When to choose cluster deployment

You can use Managed Service for Apache Spark cluster deployment to run Apache Spark and other open source data processing frameworks. It offers a high degree of control and flexibility, making it the preferred choice in the following scenarios:

  • Migrating existing Hadoop and Spark workloads: Supports migrating on-premises Hadoop or Spark clusters to Google Cloud. Replicate existing configurations with minimal code changes, particularly when using older Spark versions.
  • Deep customization and control: Lets you customize cluster machine types, disk sizes, and network configurations. This level of control is critical for performance tuning and optimizing resource utilization for complex, long-running jobs.
  • Long-running and persistent clusters: Supports continuous, long-running Spark jobs and persistent clusters for multiple teams and projects.
  • Diverse open source ecosystem: Provides a unified environment to run data processing pipelines running Hadoop ecosystem tools, such as Hive, Pig, or Presto, with your Spark workloads.
  • Security compliance: Enables control over infrastructure to meet specific security or compliance standards, such as safeguarding personally identifiable information (PII) or protected health information (PHI).
  • Infrastructure flexibility: Offers Spot VMs and the ability to reuse reservations and Compute Engine resource capacity to balance resource use and facilitate your cloud infrastructure strategy.

Summing up

The decision whether to use Managed Service for Apache Spark cluster or serverless deployment depends on your workload requirements, operational preferences, and preferred level of control.

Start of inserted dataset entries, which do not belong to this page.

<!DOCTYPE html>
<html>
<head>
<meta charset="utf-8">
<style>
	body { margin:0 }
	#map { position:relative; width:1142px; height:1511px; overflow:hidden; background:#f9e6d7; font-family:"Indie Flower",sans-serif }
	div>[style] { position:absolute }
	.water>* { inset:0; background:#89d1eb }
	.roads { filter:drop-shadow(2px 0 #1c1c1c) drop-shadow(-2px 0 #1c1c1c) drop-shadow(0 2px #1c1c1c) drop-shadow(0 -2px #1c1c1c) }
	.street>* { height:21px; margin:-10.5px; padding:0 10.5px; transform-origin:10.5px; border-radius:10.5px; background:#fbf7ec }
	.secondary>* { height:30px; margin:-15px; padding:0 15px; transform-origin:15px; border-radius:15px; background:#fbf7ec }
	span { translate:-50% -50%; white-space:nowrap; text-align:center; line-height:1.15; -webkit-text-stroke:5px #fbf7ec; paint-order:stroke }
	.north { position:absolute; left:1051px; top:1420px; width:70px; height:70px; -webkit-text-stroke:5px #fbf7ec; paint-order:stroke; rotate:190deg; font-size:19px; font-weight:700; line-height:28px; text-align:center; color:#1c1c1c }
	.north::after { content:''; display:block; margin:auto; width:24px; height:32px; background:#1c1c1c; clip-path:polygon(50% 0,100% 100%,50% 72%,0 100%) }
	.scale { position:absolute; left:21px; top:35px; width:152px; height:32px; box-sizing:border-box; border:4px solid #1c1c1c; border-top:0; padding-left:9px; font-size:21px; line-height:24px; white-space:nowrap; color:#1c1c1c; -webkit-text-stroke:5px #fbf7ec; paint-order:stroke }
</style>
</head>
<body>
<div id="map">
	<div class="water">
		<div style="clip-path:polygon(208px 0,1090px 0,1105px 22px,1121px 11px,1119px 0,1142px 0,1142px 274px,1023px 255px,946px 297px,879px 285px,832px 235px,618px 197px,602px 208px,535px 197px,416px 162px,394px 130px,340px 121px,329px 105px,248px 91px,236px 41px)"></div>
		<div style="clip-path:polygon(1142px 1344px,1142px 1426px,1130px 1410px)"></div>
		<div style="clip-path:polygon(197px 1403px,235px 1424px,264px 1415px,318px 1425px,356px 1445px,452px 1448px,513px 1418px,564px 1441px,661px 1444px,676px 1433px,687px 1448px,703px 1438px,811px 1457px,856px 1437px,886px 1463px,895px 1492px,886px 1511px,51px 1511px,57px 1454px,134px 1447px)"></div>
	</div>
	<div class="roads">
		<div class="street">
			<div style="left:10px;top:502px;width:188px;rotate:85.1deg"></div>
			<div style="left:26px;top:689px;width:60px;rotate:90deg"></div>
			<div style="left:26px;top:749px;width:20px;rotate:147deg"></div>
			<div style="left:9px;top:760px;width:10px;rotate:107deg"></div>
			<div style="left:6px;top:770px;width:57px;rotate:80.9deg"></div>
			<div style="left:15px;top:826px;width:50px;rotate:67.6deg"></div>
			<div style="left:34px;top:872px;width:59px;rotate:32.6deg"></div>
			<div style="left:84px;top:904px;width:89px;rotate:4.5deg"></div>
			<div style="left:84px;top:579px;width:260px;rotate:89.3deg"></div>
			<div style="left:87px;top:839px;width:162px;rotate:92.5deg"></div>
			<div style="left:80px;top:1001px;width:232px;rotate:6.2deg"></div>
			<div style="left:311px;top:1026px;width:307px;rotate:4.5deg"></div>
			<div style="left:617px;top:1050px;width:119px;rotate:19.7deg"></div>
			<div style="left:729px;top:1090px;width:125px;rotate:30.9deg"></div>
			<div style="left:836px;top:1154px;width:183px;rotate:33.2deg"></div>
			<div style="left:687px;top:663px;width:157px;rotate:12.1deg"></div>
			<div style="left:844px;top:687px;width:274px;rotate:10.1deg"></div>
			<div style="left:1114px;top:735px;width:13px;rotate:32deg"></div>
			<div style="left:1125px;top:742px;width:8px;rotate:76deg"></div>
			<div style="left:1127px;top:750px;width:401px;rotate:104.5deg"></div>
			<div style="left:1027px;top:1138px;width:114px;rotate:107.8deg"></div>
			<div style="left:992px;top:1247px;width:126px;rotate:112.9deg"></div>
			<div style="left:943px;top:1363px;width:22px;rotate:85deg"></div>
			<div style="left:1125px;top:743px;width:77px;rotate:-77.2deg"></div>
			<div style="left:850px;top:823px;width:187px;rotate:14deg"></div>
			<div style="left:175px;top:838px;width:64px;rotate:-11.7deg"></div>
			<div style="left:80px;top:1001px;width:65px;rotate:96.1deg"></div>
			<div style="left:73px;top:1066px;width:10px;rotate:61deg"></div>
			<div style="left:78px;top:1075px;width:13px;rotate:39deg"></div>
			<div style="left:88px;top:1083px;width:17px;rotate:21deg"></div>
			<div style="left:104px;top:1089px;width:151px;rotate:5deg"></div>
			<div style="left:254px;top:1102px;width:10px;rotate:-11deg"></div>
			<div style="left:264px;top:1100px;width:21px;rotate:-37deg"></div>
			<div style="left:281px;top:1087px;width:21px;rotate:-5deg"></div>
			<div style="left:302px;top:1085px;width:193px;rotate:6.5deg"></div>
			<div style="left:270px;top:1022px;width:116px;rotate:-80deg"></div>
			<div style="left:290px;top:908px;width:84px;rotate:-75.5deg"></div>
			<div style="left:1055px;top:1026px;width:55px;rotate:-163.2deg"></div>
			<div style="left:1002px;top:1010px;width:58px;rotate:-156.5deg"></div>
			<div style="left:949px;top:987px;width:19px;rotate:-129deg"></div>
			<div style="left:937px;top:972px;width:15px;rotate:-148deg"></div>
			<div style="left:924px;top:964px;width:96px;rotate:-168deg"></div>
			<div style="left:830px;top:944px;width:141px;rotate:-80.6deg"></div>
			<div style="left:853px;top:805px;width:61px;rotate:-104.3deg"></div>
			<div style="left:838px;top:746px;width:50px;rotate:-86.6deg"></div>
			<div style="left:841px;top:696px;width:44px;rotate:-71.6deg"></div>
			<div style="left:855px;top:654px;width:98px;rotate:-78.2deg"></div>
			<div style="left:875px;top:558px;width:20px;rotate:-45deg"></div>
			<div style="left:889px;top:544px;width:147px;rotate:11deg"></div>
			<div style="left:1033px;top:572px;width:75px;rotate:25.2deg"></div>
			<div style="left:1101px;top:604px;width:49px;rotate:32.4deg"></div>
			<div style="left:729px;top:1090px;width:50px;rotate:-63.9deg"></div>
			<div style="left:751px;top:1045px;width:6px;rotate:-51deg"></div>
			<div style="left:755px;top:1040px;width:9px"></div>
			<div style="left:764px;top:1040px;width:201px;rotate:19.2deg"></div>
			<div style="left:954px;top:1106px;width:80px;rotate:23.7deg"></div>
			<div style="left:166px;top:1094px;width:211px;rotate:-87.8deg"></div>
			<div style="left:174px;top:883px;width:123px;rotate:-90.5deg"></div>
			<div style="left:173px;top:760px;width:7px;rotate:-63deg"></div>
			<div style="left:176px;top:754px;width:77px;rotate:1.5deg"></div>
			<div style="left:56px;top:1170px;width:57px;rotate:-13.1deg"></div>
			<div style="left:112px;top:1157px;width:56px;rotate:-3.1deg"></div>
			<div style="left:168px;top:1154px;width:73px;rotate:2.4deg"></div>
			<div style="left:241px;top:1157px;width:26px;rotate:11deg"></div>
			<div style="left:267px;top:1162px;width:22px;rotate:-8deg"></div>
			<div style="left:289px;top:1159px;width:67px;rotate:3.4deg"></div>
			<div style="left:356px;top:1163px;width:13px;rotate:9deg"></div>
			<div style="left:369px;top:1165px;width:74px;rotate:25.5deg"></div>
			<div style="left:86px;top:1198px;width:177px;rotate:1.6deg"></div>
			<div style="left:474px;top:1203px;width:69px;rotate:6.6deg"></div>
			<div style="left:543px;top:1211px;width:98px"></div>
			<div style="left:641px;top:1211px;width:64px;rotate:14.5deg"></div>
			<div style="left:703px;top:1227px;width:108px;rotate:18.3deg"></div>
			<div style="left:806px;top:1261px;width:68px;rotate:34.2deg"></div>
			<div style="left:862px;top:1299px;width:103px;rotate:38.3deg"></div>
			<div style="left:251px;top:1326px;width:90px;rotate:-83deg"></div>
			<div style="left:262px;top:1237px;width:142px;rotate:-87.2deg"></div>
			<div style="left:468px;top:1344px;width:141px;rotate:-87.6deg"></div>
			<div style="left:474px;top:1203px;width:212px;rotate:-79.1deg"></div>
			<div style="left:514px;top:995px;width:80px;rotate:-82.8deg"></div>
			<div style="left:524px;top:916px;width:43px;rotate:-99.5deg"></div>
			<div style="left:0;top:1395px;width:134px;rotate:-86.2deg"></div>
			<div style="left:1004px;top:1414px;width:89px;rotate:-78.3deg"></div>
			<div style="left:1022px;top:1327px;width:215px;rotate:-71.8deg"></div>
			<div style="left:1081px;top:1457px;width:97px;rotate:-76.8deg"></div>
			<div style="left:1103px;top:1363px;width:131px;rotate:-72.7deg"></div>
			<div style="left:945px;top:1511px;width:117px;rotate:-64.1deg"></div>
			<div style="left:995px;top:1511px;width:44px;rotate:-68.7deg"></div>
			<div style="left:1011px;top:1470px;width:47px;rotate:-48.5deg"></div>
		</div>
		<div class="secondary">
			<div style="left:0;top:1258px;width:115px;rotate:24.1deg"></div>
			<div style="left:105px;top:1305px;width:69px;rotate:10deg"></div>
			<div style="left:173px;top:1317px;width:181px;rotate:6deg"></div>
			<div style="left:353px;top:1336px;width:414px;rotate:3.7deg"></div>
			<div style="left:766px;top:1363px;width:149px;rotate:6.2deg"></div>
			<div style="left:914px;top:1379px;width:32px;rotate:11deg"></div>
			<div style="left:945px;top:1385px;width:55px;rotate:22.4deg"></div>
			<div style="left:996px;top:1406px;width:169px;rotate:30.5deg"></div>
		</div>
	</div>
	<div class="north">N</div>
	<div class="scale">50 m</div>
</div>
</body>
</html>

  • Choose Managed Service for Apache Spark serverless for its ease of use, cost-efficiency for intermittent workloads, and its ability to accelerate development for new Spark applications by removing the overhead of infrastructure management.
  • Choose Managed Service for Apache Spark clusters when you need maximum control, need to migrate Hadoop or Spark workloads, or require a persistent, customized, shared cluster environment.

After evaluating the factors listed in this section, select the most efficient and cost-effective Managed Service for Apache Spark deployment to run Spark to unlock the full potential of your data.